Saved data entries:
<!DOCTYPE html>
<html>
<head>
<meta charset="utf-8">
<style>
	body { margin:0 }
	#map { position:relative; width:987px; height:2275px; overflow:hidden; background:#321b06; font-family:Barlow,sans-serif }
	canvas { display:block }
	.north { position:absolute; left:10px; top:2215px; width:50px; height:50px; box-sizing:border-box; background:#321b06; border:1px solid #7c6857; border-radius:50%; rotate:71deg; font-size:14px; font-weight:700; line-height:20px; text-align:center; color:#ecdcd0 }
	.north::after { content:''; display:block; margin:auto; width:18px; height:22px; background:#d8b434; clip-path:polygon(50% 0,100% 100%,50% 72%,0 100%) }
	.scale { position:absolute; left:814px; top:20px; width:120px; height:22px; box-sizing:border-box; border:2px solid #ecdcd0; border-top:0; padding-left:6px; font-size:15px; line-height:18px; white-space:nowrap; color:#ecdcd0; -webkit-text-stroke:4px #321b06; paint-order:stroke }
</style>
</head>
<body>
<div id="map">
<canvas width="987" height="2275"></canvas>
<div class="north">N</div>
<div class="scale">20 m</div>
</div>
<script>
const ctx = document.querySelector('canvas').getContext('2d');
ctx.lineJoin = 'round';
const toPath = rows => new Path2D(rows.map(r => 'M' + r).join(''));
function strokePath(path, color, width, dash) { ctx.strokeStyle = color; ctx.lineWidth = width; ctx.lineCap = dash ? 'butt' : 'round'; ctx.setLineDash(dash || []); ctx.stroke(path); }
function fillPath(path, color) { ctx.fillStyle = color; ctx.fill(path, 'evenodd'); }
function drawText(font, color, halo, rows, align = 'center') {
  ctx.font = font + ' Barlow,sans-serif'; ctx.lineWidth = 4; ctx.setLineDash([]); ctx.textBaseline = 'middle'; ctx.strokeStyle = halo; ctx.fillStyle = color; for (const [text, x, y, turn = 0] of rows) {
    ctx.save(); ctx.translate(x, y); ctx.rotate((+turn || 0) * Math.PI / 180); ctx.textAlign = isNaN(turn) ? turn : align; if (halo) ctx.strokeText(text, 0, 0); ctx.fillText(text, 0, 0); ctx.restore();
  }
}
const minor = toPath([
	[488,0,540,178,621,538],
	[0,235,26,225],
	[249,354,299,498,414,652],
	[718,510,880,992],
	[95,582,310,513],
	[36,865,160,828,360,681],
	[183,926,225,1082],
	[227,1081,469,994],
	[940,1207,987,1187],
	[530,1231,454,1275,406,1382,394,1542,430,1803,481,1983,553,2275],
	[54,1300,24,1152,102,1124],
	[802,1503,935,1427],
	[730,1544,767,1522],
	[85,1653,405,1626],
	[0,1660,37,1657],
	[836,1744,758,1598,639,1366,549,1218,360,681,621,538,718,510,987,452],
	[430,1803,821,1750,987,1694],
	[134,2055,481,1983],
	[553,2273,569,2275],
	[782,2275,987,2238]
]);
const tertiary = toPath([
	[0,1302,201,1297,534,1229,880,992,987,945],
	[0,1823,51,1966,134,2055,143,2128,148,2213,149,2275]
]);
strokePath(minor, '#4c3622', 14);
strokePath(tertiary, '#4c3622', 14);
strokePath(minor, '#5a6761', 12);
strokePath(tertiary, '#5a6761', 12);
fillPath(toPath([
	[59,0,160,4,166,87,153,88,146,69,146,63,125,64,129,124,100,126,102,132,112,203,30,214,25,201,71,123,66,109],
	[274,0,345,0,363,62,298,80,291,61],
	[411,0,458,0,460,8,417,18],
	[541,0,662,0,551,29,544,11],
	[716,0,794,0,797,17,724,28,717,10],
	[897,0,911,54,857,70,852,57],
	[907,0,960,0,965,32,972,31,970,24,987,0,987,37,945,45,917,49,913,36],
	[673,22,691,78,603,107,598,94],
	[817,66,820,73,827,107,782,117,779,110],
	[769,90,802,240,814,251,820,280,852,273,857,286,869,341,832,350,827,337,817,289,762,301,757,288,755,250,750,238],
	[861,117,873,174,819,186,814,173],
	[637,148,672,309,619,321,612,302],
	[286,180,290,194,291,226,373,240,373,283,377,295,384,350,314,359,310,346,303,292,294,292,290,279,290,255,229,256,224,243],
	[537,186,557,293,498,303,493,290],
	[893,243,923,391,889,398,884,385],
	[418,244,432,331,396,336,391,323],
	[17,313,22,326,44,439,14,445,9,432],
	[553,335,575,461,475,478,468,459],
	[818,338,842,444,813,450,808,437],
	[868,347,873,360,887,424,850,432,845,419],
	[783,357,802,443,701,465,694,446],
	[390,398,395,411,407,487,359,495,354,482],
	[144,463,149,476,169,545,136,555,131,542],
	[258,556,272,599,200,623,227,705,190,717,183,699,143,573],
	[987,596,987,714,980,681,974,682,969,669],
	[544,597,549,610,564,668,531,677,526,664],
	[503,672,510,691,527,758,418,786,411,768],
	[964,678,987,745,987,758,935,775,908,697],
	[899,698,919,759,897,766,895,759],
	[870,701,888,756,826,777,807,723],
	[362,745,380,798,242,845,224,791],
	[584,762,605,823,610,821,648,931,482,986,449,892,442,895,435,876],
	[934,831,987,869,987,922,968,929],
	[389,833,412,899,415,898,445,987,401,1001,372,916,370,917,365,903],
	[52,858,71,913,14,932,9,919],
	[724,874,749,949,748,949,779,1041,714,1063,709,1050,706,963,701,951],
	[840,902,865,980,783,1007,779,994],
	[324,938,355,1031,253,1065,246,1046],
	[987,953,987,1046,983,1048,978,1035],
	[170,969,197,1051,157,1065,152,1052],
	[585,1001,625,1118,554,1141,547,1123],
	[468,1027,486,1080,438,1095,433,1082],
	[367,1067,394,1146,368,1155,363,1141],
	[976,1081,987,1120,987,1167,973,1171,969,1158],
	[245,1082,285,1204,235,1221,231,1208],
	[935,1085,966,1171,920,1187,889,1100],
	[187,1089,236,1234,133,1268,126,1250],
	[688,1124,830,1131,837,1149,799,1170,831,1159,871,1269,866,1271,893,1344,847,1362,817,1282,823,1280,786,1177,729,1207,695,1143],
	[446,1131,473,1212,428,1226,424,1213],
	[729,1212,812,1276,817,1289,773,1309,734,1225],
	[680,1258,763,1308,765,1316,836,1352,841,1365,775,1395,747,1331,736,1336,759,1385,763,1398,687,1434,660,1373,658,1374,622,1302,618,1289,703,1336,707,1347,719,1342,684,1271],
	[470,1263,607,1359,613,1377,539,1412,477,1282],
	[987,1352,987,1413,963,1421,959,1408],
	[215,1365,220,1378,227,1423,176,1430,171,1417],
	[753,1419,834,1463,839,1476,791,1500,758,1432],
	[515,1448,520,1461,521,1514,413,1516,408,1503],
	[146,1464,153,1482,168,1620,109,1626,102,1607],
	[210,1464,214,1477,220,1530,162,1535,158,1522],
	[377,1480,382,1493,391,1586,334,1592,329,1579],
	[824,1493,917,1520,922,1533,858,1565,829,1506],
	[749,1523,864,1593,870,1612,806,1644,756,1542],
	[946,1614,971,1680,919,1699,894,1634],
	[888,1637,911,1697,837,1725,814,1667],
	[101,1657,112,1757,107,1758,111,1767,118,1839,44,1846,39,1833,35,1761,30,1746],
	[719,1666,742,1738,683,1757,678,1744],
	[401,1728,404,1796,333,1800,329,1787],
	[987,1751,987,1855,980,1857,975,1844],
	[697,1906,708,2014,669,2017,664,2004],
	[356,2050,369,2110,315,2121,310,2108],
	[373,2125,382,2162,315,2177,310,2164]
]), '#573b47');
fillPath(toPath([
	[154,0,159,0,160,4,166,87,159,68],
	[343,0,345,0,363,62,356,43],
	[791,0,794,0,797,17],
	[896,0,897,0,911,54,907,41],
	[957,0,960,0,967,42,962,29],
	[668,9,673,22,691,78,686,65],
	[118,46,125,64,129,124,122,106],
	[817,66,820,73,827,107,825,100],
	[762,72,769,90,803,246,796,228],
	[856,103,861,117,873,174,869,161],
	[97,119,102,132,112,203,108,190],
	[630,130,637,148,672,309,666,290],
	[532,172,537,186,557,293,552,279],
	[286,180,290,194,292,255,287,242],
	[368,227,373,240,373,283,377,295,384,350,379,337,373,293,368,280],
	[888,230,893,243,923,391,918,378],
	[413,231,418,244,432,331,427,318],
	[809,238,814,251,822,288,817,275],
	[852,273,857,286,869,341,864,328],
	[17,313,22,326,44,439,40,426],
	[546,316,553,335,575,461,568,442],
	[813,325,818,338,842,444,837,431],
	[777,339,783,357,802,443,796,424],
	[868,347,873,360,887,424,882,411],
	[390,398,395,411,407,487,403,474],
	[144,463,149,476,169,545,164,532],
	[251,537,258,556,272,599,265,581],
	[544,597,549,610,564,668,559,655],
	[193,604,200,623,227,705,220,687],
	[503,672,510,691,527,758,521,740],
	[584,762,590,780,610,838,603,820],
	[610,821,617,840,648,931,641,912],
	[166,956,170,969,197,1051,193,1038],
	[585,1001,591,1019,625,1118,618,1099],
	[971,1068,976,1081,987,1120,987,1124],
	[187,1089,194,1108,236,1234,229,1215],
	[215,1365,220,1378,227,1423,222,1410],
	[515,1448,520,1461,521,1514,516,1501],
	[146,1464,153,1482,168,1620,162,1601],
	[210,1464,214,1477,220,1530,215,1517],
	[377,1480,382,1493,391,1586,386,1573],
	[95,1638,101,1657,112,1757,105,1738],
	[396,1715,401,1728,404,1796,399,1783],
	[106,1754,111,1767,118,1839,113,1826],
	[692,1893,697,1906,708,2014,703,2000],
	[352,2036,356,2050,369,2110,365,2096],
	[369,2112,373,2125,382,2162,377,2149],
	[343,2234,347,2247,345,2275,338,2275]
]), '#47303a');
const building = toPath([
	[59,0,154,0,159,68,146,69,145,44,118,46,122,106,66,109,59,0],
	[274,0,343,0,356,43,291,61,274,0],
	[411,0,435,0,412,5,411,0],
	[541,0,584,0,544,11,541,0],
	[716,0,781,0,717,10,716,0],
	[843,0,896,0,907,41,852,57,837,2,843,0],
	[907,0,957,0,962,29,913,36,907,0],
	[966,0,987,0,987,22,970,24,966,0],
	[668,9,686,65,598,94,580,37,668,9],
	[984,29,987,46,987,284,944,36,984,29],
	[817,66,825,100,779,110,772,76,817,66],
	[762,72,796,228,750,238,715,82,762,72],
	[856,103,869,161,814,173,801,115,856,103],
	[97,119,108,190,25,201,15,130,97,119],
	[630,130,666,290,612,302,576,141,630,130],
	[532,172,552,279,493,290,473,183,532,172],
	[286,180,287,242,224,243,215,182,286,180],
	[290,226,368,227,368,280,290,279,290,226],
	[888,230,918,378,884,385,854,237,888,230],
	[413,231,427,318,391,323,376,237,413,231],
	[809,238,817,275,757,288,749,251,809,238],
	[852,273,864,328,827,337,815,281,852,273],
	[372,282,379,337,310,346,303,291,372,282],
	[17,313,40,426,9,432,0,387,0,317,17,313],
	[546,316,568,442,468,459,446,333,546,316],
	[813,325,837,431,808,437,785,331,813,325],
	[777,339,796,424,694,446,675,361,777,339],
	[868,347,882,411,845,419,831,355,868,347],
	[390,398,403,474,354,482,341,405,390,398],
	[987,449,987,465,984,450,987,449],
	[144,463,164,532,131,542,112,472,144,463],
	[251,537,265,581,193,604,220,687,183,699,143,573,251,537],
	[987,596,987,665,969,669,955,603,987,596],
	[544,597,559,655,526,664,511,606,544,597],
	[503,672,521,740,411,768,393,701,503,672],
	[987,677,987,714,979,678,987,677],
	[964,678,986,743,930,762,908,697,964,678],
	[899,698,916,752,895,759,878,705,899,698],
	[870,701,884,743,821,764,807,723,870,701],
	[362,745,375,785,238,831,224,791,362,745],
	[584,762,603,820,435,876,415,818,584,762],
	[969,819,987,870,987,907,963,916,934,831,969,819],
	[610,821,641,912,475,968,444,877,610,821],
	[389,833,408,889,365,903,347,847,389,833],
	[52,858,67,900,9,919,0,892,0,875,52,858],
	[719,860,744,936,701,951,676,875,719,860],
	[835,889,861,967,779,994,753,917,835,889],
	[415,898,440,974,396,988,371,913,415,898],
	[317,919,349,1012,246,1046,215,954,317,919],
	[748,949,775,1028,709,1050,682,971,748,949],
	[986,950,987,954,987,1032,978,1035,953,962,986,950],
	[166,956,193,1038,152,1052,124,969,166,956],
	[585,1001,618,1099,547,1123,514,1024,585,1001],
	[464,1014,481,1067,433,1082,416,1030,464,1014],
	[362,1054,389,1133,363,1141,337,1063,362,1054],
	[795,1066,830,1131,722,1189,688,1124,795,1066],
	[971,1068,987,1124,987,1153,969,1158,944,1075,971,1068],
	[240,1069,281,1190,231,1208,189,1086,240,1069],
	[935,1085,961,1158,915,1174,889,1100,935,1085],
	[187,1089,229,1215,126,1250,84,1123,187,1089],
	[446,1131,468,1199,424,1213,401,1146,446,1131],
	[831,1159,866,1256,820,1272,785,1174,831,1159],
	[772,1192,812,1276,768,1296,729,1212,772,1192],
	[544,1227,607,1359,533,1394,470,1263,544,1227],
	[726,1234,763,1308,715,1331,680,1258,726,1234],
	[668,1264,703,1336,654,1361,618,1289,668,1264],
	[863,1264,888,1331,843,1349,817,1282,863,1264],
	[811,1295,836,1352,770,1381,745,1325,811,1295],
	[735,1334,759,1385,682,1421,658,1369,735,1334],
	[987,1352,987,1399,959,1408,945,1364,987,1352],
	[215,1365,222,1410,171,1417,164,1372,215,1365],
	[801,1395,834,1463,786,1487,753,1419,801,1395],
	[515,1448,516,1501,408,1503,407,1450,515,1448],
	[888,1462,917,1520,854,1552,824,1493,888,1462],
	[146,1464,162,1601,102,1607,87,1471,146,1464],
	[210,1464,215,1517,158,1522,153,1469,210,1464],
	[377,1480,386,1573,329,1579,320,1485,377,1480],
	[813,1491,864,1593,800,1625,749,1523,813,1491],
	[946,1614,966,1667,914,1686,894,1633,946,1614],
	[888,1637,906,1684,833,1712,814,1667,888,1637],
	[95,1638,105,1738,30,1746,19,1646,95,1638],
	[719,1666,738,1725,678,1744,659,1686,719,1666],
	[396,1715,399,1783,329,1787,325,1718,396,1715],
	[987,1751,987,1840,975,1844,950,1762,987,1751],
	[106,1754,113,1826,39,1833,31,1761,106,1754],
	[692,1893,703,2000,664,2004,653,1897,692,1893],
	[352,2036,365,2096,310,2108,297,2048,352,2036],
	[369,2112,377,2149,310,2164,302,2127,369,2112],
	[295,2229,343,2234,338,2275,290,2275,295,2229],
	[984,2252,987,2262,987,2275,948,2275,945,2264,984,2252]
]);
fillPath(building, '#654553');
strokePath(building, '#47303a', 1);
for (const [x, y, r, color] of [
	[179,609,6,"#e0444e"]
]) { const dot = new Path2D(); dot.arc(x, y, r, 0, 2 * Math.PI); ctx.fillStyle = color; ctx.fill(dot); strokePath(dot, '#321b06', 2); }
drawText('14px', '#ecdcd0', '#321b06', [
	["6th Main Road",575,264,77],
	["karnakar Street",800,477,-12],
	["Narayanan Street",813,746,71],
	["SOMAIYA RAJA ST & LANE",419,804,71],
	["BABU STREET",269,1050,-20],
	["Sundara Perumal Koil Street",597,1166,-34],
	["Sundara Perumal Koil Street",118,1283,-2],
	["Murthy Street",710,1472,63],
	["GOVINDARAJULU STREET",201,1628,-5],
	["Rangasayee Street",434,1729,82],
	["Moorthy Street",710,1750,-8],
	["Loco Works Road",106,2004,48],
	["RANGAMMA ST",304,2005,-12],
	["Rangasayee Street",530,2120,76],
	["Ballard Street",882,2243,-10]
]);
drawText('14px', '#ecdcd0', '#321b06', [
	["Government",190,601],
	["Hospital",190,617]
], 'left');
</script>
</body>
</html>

_Your task_
The lines from the top of the data above down to the line containing "ctx.font = font" are to be copied exactly; no other line should appear.

_Reply_
<!DOCTYPE html>
<html>
<head>
<meta charset="utf-8">
<style>
	body { margin:0 }
	#map { position:relative; width:987px; height:2275px; overflow:hidden; background:#321b06; font-family:Barlow,sans-serif }
	canvas { display:block }
	.north { position:absolute; left:10px; top:2215px; width:50px; height:50px; box-sizing:border-box; background:#321b06; border:1px solid #7c6857; border-radius:50%; rotate:71deg; font-size:14px; font-weight:700; line-height:20px; text-align:center; color:#ecdcd0 }
	.north::after { content:''; display:block; margin:auto; width:18px; height:22px; background:#d8b434; clip-path:polygon(50% 0,100% 100%,50% 72%,0 100%) }
	.scale { position:absolute; left:814px; top:20px; width:120px; height:22px; box-sizing:border-box; border:2px solid #ecdcd0; border-top:0; padding-left:6px; font-size:15px; line-height:18px; white-space:nowrap; color:#ecdcd0; -webkit-text-stroke:4px #321b06; paint-order:stroke }
</style>
</head>
<body>
<div id="map">
<canvas width="987" height="2275"></canvas>
<div class="north">N</div>
<div class="scale">20 m</div>
</div>
<script>
const ctx = document.querySelector('canvas').getContext('2d');
ctx.lineJoin = 'round';
const toPath = rows => new Path2D(rows.map(r => 'M' + r).join(''));
function strokePath(path, color, width, dash) { ctx.strokeStyle = color; ctx.lineWidth = width; ctx.lineCap = dash ? 'butt' : 'round'; ctx.setLineDash(dash || []); ctx.stroke(path); }
function fillPath(path, color) { ctx.fillStyle = color; ctx.fill(path, 'evenodd'); }
function drawText(font, color, halo, rows, align = 'center') {
  ctx.font = font + ' Barlow,sans-serif'; ctx.lineWidth = 4; ctx.setLineDash([]); ctx.textBaseline = 'middle'; ctx.strokeStyle = halo; ctx.fillStyle = color; for (const [text, x, y, turn = 0] of rows) {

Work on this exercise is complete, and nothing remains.